Filter the entries that follow, copying every line in which the word "Turkiston" appears.

= Saved data entries =
------------------------------------------------

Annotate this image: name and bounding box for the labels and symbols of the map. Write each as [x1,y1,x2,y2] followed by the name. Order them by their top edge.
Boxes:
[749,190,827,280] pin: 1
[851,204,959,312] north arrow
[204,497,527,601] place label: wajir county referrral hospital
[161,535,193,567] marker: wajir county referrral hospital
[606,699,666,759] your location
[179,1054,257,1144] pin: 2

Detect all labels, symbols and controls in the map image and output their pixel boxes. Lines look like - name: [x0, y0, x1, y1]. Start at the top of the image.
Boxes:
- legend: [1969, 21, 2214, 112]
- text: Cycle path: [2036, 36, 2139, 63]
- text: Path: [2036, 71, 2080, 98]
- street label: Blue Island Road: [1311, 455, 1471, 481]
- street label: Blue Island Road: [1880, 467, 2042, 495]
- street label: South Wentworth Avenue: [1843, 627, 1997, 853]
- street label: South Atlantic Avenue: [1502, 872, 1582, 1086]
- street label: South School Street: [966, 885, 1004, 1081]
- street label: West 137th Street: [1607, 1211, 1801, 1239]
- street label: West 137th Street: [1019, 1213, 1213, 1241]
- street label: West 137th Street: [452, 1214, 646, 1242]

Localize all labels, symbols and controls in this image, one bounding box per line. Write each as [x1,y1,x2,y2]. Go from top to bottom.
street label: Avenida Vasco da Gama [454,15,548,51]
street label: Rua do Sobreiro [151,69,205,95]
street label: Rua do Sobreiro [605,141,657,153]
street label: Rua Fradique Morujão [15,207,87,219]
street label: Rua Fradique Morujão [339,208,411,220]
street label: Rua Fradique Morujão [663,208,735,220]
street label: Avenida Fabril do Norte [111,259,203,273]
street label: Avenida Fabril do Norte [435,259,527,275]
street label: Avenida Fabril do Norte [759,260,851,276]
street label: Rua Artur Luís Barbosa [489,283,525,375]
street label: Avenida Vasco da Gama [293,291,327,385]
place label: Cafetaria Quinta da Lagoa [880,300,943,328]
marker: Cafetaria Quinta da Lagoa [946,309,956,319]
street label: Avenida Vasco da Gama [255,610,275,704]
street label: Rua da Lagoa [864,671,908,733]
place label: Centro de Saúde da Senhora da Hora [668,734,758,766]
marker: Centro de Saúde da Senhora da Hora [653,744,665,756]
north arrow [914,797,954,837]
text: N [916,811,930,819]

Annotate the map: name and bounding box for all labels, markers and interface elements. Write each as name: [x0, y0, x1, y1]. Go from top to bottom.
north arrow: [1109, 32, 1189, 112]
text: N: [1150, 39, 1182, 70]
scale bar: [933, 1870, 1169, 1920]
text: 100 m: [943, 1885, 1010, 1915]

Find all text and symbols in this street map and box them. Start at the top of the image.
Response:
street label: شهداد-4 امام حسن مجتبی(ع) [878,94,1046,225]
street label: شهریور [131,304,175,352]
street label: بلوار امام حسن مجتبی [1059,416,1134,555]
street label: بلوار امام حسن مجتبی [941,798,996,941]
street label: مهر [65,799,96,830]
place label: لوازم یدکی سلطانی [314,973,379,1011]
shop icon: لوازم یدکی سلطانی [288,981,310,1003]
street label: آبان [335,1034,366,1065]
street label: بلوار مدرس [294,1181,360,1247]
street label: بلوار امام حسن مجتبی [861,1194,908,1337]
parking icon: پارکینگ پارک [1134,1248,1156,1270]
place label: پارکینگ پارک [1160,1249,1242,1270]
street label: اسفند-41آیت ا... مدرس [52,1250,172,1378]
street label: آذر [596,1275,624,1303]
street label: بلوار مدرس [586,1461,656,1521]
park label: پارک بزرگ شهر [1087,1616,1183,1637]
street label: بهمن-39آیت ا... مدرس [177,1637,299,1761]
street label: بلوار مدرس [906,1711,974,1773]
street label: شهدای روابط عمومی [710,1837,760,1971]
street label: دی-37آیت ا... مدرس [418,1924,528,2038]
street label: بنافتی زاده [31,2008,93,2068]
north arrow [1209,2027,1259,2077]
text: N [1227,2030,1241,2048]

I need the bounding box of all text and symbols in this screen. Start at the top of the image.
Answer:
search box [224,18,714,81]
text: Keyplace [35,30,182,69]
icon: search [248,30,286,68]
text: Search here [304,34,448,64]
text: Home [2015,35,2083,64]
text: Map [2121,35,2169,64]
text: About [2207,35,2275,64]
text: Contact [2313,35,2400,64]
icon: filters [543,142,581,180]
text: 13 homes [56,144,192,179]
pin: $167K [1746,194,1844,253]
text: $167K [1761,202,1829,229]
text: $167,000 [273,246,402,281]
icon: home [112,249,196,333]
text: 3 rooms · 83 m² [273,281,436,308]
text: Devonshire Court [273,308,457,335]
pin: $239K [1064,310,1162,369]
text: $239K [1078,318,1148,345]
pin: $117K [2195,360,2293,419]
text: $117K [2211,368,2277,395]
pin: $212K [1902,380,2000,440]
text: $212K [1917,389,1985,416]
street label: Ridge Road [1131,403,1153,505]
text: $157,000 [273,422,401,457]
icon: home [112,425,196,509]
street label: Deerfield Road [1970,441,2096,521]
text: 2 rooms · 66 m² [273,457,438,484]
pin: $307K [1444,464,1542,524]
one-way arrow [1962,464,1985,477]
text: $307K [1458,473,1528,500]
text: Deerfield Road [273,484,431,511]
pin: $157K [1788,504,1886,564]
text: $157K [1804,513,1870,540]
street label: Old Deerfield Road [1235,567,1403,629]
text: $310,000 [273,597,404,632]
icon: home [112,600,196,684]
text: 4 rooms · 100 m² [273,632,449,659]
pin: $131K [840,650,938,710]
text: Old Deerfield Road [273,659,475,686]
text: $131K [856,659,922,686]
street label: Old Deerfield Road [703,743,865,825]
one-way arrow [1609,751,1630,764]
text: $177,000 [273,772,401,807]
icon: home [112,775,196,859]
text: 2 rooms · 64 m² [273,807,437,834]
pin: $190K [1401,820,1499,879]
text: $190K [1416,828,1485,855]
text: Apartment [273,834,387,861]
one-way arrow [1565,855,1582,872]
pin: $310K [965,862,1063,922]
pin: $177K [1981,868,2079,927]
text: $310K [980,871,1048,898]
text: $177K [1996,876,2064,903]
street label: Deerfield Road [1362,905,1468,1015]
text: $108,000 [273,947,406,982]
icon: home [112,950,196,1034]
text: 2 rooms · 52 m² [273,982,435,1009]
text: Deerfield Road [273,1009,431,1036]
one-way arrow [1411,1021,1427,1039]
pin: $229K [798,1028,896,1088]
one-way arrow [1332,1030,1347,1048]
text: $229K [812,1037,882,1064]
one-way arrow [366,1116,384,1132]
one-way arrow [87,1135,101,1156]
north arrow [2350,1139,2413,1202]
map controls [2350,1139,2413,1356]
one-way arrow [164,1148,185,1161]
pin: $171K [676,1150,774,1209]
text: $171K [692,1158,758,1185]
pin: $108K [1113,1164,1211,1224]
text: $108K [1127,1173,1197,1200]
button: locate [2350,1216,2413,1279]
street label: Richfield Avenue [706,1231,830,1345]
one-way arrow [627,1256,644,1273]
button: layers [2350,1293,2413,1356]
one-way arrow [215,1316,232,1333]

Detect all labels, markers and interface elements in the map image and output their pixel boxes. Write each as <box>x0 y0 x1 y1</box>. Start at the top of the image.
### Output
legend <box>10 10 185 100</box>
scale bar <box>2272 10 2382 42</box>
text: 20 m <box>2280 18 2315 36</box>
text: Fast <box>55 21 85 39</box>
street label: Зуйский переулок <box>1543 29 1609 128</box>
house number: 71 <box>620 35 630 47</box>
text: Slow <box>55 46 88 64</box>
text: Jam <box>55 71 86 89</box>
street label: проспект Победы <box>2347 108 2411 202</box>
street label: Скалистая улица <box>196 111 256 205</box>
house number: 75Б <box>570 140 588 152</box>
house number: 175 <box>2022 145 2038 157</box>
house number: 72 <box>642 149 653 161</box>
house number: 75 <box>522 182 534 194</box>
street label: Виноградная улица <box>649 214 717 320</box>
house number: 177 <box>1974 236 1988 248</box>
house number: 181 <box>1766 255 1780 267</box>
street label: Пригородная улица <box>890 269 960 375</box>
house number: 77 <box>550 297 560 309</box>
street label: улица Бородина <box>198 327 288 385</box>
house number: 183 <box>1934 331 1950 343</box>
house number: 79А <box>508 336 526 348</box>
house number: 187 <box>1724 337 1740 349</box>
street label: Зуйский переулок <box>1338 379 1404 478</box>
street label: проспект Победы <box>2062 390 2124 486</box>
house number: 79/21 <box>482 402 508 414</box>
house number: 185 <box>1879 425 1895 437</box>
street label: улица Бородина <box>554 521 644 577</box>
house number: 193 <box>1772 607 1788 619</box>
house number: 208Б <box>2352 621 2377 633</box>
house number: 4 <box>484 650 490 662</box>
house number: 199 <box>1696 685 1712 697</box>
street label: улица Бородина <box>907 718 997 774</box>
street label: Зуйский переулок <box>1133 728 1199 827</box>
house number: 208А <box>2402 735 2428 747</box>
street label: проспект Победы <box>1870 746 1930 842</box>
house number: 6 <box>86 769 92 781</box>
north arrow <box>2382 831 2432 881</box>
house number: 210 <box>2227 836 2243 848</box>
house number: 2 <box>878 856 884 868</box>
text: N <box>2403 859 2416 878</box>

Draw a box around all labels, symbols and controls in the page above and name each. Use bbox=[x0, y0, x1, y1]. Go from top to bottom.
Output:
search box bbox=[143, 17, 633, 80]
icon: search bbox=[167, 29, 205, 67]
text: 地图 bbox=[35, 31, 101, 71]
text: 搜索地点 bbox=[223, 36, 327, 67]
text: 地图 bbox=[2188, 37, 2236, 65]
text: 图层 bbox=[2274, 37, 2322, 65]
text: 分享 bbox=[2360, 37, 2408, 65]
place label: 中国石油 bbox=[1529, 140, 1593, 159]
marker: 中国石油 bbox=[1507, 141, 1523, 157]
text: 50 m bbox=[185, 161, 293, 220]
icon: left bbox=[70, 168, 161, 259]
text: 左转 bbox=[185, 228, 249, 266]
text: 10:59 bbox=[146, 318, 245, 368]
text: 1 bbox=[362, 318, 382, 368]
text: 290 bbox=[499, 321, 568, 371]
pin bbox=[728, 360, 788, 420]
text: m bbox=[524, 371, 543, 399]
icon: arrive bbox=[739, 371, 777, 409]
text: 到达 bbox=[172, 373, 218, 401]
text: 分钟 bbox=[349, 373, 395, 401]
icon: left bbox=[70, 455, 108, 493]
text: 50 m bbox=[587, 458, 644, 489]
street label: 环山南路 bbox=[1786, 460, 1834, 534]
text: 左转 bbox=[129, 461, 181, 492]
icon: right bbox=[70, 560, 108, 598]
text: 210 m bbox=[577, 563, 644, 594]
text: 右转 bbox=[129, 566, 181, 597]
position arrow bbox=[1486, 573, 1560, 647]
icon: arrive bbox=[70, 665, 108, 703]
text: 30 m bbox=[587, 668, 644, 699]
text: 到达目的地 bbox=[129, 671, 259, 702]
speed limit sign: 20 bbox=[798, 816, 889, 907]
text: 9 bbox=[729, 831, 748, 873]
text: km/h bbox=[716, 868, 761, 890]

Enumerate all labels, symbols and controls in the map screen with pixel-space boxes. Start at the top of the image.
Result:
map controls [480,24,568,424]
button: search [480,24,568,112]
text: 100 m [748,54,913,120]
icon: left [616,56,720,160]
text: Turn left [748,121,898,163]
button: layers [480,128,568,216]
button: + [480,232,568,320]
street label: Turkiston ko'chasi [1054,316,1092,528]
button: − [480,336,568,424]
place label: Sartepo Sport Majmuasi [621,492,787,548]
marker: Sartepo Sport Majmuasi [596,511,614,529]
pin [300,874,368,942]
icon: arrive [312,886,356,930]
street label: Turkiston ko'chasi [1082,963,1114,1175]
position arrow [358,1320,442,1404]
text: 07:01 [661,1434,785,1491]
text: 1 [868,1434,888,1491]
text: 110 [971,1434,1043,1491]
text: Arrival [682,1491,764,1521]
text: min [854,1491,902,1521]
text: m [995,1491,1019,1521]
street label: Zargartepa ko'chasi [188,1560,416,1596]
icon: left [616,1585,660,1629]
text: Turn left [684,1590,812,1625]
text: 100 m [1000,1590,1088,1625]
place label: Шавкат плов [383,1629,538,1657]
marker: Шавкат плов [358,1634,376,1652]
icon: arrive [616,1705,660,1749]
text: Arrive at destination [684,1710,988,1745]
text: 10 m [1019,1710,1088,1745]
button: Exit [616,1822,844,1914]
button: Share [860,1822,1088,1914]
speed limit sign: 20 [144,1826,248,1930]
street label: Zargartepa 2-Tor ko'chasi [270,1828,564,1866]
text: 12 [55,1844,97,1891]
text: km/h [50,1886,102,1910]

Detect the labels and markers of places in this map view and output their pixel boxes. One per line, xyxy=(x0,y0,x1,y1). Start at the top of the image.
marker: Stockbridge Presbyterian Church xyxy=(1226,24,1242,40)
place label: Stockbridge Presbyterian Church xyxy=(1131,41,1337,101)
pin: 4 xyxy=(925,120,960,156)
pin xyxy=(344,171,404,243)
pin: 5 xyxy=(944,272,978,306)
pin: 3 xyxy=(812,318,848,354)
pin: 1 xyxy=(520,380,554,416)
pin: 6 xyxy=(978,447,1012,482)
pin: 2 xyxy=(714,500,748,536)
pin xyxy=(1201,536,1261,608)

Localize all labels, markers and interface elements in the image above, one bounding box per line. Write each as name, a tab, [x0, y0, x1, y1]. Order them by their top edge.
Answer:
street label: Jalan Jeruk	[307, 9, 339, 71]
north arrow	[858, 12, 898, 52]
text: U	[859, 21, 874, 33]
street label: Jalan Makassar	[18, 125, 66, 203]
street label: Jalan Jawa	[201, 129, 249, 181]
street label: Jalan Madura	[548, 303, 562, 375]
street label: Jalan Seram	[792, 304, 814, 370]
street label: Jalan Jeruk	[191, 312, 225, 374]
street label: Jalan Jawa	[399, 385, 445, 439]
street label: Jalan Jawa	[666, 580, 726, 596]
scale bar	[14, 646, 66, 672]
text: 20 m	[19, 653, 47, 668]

------------------------------------------------

= Response =
street label: Turkiston ko'chasi [1054,316,1092,528]
street label: Turkiston ko'chasi [1082,963,1114,1175]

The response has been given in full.